From everything that I've read and from listening to Bryan's presentations, I understanding is that at Sun they did _not_ do a careful business investigation before deciding to invest in ZFS. And so, "Good for Open Solaris!" Maybe it kinda sucked if you were a Sun shareholder, but maybe Sun was going to go belly-up anyway, so might as well get some cool technology developed before the ship went under. :-)

As far as Linux is concerned, at some level, the amount of volunteer manpower and corporate investment in btrfs speaks to, I suspect, a similar business decision being made across the Linux ecosystem about whether or not the ROI of investing in btrfs makes sense. The companies that have invested in ext4 because in no-journal mode, have done so because if what you want is a back-end, local disk file system, on top of which you put a cluster file system like HDFS or GFS or Colossus, and where the data integrity is done end-to-end at the cluster file system level, and not at the local disk file system, you'll want the lowest overhead file system layer you can get. That doesn't mean that you don't care about data integrity; you do! But you've made an architectural decision about where to place that functionality, and a business decision about where to invest their proprietary and open source development work.

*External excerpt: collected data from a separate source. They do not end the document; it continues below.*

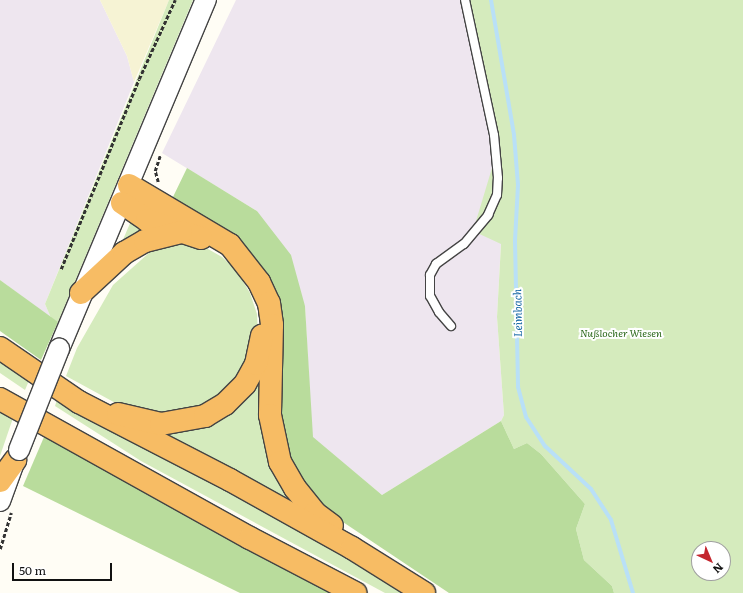 <!DOCTYPE html>
<html>
<head>
<meta charset="utf-8">
<style>
  body { margin:0 }
  #map { position:relative; width:743px; height:593px; overflow:hidden; background:#fffdf5; font-family:Literata,serif }
  div>[style] { position:absolute }
  .industrial>* { inset:0; background:#eee6ef }
  .farmland>* { inset:0; background:#f6f3d4 }
  .green>* { inset:0; background:#d5ebbd }
  .forest>* { inset:0; background:#b9dc9c }
  .stream>* { height:4px; margin:-2px; padding:0 2px; transform-origin:2px; border-radius:2px; background:#b9e0f7 }
  .path>* { height:2.5px; margin-top:-1.25px; transform-origin:0; background:repeating-linear-gradient(90deg,#333 0 4px,transparent 0 6px) }
  .roads { filter:drop-shadow(1px 0 #444) drop-shadow(-1px 0 #444) drop-shadow(0 1px #444) drop-shadow(0 -1px #444) }
  .service>* { height:8px; margin:-4px; padding:0 4px; transform-origin:4px; border-radius:4px; background:#fff }
  .tertiary>* { height:20px; margin:-10px; padding:0 10px; transform-origin:10px; border-radius:10px; background:#fff }
  .trunk>* { height:22px; margin:-11px; padding:0 11px; transform-origin:11px; border-radius:11px; background:#f7bc64 }
  .bridges { filter:drop-shadow(1px 0 #444) drop-shadow(-1px 0 #444) drop-shadow(0 1px #444) drop-shadow(0 -1px #444) }
  .tertiary-bridge>* { height:20px; margin:-10px; padding:0 10px; transform-origin:10px; border-radius:10px; background:#fff }
  span { translate:-50% -50%; white-space:nowrap; text-align:center; line-height:1.15; -webkit-text-stroke:4px #fff; paint-order:stroke }
  .park-label { font-size:10px; color:#2f6b1f; font-style:italic }
  .water-label { font-size:11px; color:#1768a6; font-style:italic }
  .north { position:absolute; left:691px; top:541px; width:40px; height:40px; box-sizing:border-box; background:#fff; border:1px solid #a0a0a0; border-radius:50%; rotate:136deg; font-size:11px; font-weight:700; line-height:16px; text-align:center; color:#111 }
  .north::after { content:''; display:block; margin:auto; width:14px; height:18px; background:#c4262e; clip-path:polygon(50% 0,100% 100%,50% 72%,0 100%) }
  .scale { position:absolute; left:12px; top:563px; width:100px; height:18px; box-sizing:border-box; border:2px solid #111; border-top:0; padding-left:5px; font-size:12px; line-height:14px; white-space:nowrap; color:#111; -webkit-text-stroke:3px #fff; paint-order:stroke }
</style>
</head>
<body>
<div id="map">
  <div class="industrial">
    <i style="clip-path:polygon(0 0,100px 0,127px 56px,134px 82px,45px 304px,51px 318px,0 280px)"></i>
    <i style="clip-path:polygon(236px 0,460px 0,495px 158px,501px 243px,497px 317px,504px 415px,501px 421px,382px 495px,312px 437px,305px 306px,257px 211px,162px 153px)"></i>
  </div>
  <div class="farmland">
    <i style="clip-path:polygon(100px 0,169px 0,134px 82px,127px 56px)"></i>
  </div>
  <div class="green">
    <i style="clip-path:polygon(169px 0,193px 0,58px 322px,51px 318px,45px 304px)"></i>
    <i style="clip-path:polygon(evenodd,460px 0,743px 0,743px 593px,614px 593px,612px 586px,584px 560px,576px 529px,585px 504px,541px 454px,527px 443px,514px 449px,501px 421px,504px 415px,497px 317px,501px 244px,473px 231px,495px 158px,460px 0,699px 549px,723px 549px,723px 573px,699px 573px,699px 549px)"></i>
    <i style="clip-path:polygon(131px 221px,151px 231px,119px 249px)"></i>
    <i style="clip-path:polygon(179px 241px,201px 245px,222px 257px,236px 270px,250px 293px,257px 314px,258px 335px,234px 392px,176px 419px,121px 406px,66px 376px,77px 348px,113px 285px,150px 252px,152px 245px)"></i>
    <i style="clip-path:polygon(0 354px,31px 376px,25px 390px,0 373px)"></i>
    <i style="clip-path:polygon(263px 372px,303px 510px,165px 434px,202px 428px,224px 417px,241px 403px)"></i>
    <i style="clip-path:polygon(59px 393px,415px 593px,385px 593px,141px 461px,55px 406px)"></i>
    <i style="clip-path:polygon(0 410px,13px 418px,0 456px)"></i>
  </div>
  <div class="forest">
    <i style="clip-path:polygon(187px 168px,257px 211px,291px 255px,305px 306px,313px 437px,382px 495px,501px 421px,514px 449px,527px 443px,541px 454px,585px 504px,576px 529px,584px 560px,612px 586px,614px 593px,449px 593px,325px 510px,300px 484px,285px 454px,276px 413px,269px 290px,172px 199px)"></i>
    <i style="clip-path:polygon(0 280px,58px 322px,41px 360px,0 331px)"></i>
    <i style="clip-path:polygon(44px 437px,345px 593px,240px 593px,23px 486px)"></i>
  </div>
  <div class="stream">
    <i style="left:491px;top:0;width:137px;rotate:80.3deg"></i>
    <i style="left:514px;top:135px;width:50px;rotate:85.4deg"></i>
    <i style="left:518px;top:185px;width:56px;rotate:93.1deg"></i>
    <i style="left:515px;top:241px;width:146px;rotate:88.8deg"></i>
    <i style="left:518px;top:387px;width:31px;rotate:75deg"></i>
    <i style="left:526px;top:417px;width:35px;rotate:57deg"></i>
    <i style="left:545px;top:446px;width:63px;rotate:43.1deg"></i>
    <i style="left:591px;top:489px;width:37px;rotate:57deg"></i>
    <i style="left:611px;top:520px;width:76px;rotate:73.2deg"></i>
  </div>
  <div class="path">
    <i style="left:158px;top:182px;width:11px;rotate:-105deg"></i>
    <i style="left:155px;top:171px;width:16px;rotate:-72deg"></i>
    <i style="left:61px;top:269px;width:205px;rotate:-67.7deg"></i>
    <i style="left:139px;top:79px;width:87px;rotate:-65.5deg"></i>
    <i style="left:0;top:549px;width:38px;rotate:-73deg"></i>
  </div>
  <div class="roads">
    <div class="service">
      <i style="left:451px;top:326px;width:18px;rotate:-131deg"></i>
      <i style="left:439px;top:312px;width:18px;rotate:-119deg"></i>
      <i style="left:430px;top:296px;width:21px;rotate:-90deg"></i>
      <i style="left:430px;top:275px;width:13px;rotate:-61deg"></i>
      <i style="left:436px;top:264px;width:34px;rotate:-36deg"></i>
      <i style="left:464px;top:244px;width:38px;rotate:-50deg"></i>
      <i style="left:488px;top:215px;width:22px;rotate:-66deg"></i>
      <i style="left:497px;top:195px;width:17px;rotate:-87deg"></i>
      <i style="left:498px;top:178px;width:43px;rotate:-95.3deg"></i>
      <i style="left:494px;top:135px;width:138px;rotate:-102.1deg"></i>
    </div>
    <div class="tertiary">
      <i style="left:59px;top:349px;width:379px;rotate:-67.2deg"></i>
      <i style="left:0;top:501px;width:38px;rotate:-70deg"></i>
    </div>
    <div class="trunk">
      <i style="left:129px;top:185px;width:117px;rotate:30.7deg"></i>
      <i style="left:230px;top:245px;width:47px;rotate:51.9deg"></i>
      <i style="left:259px;top:282px;width:23px;rotate:65deg"></i>
      <i style="left:269px;top:303px;width:22px;rotate:82deg"></i>
      <i style="left:272px;top:325px;width:90px;rotate:91.3deg"></i>
      <i style="left:270px;top:415px;width:48px;rotate:78deg"></i>
      <i style="left:280px;top:462px;width:30px;rotate:60deg"></i>
      <i style="left:295px;top:488px;width:32px;rotate:51deg"></i>
      <i style="left:315px;top:513px;width:21px;rotate:37deg"></i>
      <i style="left:122px;top:203px;width:30px;rotate:34deg"></i>
      <i style="left:147px;top:220px;width:57px;rotate:18.4deg"></i>
      <i style="left:81px;top:293px;width:59px;rotate:-42.9deg"></i>
      <i style="left:124px;top:253px;width:24px;rotate:-30deg"></i>
      <i style="left:145px;top:241px;width:37px;rotate:-14deg"></i>
      <i style="left:0;top:348px;width:96px;rotate:34.4deg"></i>
      <i style="left:79px;top:402px;width:170px;rotate:27.3deg"></i>
      <i style="left:230px;top:480px;width:140px;rotate:29.1deg"></i>
      <i style="left:352px;top:548px;width:85px;rotate:32deg"></i>
      <i style="left:0;top:399px;width:286px;rotate:29.1deg"></i>
      <i style="left:250px;top:538px;width:119px;rotate:27.6deg"></i>
      <i style="left:118px;top:414px;width:44px;rotate:13.1deg"></i>
      <i style="left:161px;top:424px;width:45px;rotate:-10.3deg"></i>
      <i style="left:205px;top:416px;width:23px;rotate:-31deg"></i>
      <i style="left:225px;top:404px;width:28px;rotate:-45deg"></i>
      <i style="left:245px;top:384px;width:23px;rotate:-61deg"></i>
      <i style="left:256px;top:364px;width:29px;rotate:-78deg"></i>
      <i style="left:0;top:481px;width:26px;rotate:-54deg"></i>
    </div>
  </div>
  <div class="bridges">
    <div class="tertiary-bridge">
      <i style="left:19px;top:450px;width:109px;rotate:-68.4deg"></i>
    </div>
  </div>
  <div class="park-label">
    <span style="left:621px;top:333px">Nußlocher Wiesen</span>
  </div>
  <div class="water-label">
    <span style="left:517px;top:313px;rotate:-91deg">Leimbach</span>
  </div>
  <div class="north">N</div>
  <div class="scale">50 m</div>
</div>
</body>
</html>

Each company and each user should make their own decisions. If you don't need the software compatibility and other advantages of Linux, and if data integrity is hugely important, and you don't want to go down the path of using some userspace solution like Camilstore, or some cloud service like AWS S3 or Google Compute Storage, then perhaps switching to FreeBSD is the right solution for you. Or you can choose to contribute to make btrfs more stable. And in some cases that may mean being willing to accept a certain risk for data loss at one level, because you handle your integrity requirements at a different level. (e.g., why worry about your source tree on your laptop when it's backed up regularly via "git push" to servers around the internet?)